CLEARWATER — Edward Graziano's arrest on charges that he paid a "hit man" $2,100 and a pizza gift card to kill his estranged wife could be good news for Hulk Hogan.
Graziano's 24-year-old son John is the centerpiece of a much-publicized lawsuit against the family of Terry Bollea, otherwise known as Hulk Hogan. John suffered catastrophic injuries in a car-racing crash blamed on Bollea's son. He will need medical and custodial care for the rest of his life.
The Grazianos' civil suit seeks millions of dollars for his care, and that may be easier to settle now that Edward is out of the way, according to two lawyers working the case.
"My hope is that his arrest is going to help us,'' said California attorney David Houston, who represents Terry Bollea. "I'm hoping we have a changing of the guard, so to speak, and move forward a bit more purposely.''
John Graziano's representatives, including his parents, are making excessive demands, Houston said. Edward Graziano may well be the dominating force in those demands if he is as abusive as his estranged wife's restraining orders suggest, Houston said.
Two lawyers who represent John Graziano in the lawsuit called that notion false and ridiculous.
Monetary demands, made by John Graziano's professional guardian, "are totally for John's care,'' said Tampa lawyer Kim Kohn. "The only difference in this case is the quality of care John should have.
"Our position is that John should have the best quality of care. Clearly that is not Mr. Houston's position," she said.
Neither party would reveal any settlement offers in the case, which is currently in mediation.
Edward Graziano, 53, was arrested Thursday after a 2 ½ month investigation by the Pinellas County Sheriff's Office, which had received a tip that Graziano was trying to hire someone to bump off his estranged wife, Debra.
An undercover deputy posed as a go-between who could hire a hit man. In several taped conversations, Graziano laid out plans, the arrest record states. He wanted it to be a car accident, where he had a good alibi. He provided a schedule of his wife's movements, and ponied up $2,100 and a $13.06 gift card to Westshore Pizza.
In his first court appearance Friday on a solicitation for murder charge, Graziano said he had no money. A public defender was appointed to represent him. He entered a plea of not guilty and his bail was set at $200,000.
Authorities say they believe Graziano's motivation was financial.
Graziano may have hoped to gain by becoming his son's sole surviving parent, caregiver and heir, said Clearwater lawyer Kevin Hayslett, who represented Nick Bollea in his criminal case.
It's a bizarre scenario, Hayslett acknowledged, "but who would have imagined that a mother would pay an undercover cop to kill a cheerleader who was ahead of her daughter on the cheerleading roster?
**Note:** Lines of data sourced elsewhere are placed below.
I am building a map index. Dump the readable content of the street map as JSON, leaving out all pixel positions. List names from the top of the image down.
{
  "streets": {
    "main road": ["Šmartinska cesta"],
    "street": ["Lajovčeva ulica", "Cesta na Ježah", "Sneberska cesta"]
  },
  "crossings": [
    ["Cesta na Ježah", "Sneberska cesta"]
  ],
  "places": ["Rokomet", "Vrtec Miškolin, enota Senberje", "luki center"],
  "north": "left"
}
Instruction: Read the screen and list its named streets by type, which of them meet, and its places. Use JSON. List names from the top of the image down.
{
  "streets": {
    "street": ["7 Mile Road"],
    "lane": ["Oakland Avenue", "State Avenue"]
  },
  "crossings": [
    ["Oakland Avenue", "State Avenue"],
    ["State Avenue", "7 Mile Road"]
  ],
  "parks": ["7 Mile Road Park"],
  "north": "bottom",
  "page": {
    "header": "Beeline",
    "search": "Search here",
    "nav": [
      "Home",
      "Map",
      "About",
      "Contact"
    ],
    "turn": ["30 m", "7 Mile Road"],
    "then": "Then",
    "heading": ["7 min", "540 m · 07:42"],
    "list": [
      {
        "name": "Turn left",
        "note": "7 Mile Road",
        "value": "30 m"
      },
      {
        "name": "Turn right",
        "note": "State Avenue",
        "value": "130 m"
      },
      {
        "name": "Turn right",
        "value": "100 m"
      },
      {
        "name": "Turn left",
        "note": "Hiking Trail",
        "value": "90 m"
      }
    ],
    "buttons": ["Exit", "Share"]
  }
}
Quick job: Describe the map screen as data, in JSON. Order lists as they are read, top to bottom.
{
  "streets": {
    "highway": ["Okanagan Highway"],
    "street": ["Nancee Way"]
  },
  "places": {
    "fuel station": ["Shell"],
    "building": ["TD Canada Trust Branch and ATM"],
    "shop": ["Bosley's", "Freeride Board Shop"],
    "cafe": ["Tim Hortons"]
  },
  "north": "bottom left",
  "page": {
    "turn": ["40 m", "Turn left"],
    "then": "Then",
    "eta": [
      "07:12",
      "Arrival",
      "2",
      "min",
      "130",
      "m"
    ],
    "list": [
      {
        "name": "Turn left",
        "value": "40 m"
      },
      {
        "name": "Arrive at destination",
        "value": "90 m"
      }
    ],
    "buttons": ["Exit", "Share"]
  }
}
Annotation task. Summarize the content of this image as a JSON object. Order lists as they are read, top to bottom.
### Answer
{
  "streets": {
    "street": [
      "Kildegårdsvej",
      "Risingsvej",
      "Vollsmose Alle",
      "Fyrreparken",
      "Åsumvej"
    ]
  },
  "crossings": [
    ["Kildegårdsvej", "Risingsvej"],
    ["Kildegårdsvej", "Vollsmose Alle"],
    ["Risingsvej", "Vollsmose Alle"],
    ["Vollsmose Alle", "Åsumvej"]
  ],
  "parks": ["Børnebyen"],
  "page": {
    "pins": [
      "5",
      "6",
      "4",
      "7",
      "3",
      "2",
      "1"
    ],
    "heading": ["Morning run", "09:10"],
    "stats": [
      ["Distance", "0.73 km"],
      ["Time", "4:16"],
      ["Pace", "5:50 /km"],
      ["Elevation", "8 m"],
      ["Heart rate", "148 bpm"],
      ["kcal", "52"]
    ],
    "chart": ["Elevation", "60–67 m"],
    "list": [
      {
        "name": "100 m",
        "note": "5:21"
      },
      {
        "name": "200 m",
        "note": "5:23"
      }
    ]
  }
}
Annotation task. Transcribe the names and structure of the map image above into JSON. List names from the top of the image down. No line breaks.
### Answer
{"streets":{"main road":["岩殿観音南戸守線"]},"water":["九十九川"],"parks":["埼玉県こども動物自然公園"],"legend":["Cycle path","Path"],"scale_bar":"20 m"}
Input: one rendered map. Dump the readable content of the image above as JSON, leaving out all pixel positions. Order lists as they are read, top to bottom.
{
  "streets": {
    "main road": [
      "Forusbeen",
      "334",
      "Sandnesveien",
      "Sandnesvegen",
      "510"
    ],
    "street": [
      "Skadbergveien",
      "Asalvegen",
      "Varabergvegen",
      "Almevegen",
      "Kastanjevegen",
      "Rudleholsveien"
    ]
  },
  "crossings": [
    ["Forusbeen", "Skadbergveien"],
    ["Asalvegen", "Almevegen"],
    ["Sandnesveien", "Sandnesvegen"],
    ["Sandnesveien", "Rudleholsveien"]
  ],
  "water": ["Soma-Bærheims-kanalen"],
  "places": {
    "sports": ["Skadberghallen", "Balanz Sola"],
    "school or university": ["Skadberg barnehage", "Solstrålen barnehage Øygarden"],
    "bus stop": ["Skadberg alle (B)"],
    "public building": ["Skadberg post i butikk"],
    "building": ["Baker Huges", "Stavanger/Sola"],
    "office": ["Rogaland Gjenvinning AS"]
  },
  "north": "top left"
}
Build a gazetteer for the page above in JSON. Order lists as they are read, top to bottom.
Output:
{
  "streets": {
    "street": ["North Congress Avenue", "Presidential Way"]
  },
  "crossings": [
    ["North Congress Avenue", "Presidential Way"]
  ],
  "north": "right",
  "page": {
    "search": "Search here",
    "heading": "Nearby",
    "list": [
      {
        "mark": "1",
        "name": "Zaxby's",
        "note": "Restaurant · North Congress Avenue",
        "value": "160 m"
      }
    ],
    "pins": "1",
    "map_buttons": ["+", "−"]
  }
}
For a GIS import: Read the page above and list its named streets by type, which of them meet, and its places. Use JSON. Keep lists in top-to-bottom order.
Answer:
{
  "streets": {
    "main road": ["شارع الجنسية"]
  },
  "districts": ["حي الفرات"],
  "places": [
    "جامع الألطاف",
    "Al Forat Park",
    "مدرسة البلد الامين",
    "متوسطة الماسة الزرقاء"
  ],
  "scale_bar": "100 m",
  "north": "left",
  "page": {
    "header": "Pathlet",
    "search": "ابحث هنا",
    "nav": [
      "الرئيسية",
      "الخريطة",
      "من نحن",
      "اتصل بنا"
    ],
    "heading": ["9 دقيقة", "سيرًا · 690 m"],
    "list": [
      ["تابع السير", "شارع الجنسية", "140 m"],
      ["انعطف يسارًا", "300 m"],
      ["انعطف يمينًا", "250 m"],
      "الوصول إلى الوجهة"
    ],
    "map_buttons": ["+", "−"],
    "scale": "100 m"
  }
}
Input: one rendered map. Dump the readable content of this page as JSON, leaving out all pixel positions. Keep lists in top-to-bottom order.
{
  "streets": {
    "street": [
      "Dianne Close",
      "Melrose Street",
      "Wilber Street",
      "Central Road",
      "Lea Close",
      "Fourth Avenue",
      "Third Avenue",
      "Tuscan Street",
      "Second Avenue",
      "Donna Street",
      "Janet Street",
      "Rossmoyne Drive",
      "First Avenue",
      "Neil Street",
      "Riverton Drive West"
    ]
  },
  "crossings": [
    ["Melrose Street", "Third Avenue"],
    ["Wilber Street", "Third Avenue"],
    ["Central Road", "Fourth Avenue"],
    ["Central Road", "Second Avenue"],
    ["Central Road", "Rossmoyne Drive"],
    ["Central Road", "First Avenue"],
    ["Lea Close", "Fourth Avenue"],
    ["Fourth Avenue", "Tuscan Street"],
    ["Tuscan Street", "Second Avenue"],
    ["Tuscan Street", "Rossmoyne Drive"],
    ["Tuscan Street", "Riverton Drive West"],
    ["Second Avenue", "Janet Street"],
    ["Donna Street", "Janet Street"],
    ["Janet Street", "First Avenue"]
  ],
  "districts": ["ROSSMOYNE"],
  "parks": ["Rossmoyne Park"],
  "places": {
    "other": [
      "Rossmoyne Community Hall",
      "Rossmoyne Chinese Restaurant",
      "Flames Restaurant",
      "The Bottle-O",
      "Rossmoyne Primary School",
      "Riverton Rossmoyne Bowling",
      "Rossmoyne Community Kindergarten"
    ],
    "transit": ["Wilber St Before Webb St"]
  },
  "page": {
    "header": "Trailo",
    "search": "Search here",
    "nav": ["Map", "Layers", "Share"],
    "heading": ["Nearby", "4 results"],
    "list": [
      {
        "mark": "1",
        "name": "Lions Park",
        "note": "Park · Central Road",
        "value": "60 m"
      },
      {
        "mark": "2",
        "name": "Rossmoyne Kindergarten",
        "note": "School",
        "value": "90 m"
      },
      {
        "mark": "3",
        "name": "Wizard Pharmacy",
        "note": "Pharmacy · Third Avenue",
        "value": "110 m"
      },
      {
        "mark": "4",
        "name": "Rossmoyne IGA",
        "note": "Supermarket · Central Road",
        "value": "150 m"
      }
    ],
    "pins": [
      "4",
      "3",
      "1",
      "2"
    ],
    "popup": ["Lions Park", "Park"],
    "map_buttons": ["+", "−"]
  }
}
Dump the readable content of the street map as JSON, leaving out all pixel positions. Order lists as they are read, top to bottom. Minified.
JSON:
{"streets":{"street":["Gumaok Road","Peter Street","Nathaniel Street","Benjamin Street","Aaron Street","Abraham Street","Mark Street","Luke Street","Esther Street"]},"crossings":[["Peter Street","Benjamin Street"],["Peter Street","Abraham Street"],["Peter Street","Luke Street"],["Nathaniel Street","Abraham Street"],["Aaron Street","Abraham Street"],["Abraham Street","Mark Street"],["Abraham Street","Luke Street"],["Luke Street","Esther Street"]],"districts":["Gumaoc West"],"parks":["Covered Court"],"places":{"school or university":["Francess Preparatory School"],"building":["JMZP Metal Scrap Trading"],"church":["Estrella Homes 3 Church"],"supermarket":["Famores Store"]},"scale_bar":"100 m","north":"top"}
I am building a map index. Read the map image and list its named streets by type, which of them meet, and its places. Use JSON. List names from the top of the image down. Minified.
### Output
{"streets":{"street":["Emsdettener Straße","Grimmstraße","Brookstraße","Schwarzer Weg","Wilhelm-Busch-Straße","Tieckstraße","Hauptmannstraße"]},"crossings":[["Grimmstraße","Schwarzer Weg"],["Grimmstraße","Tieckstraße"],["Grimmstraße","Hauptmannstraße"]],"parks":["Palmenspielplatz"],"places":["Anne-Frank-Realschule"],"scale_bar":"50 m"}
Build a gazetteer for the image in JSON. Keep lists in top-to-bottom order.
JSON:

"You can't make this stuff up.''
Kohn and Clearwater attorney George Tragos scoffed at the theory. Any money collected will go to John, not his parents, they said.
"This lawsuit is about getting care for John Graziano,'' Kohn said. "It is not about Ed and Debra Graziano.''
Bollea's attorney said it stands to reason that Graziano's parents would be likely candidates to care for him if he progresses enough to come home from the James Haley VA Hospital in Tampa, where he remains in a semi-conscious state.
That could mean a new house and possible payments as caregivers. Edward Graziano would collect it all if his wife were dead, Houston said, adding: "He would be cutting himself a pretty hefty paycheck."
The Grazianos have a long history of marital discord. She has filed for numerous restraining orders, alleging physical assault and murder threats.
She filed for divorce in 2004 but dropped the case.
In 2005, he secured a restraining order, alleging that she threatened to cut his throat or burn the bed as he slept.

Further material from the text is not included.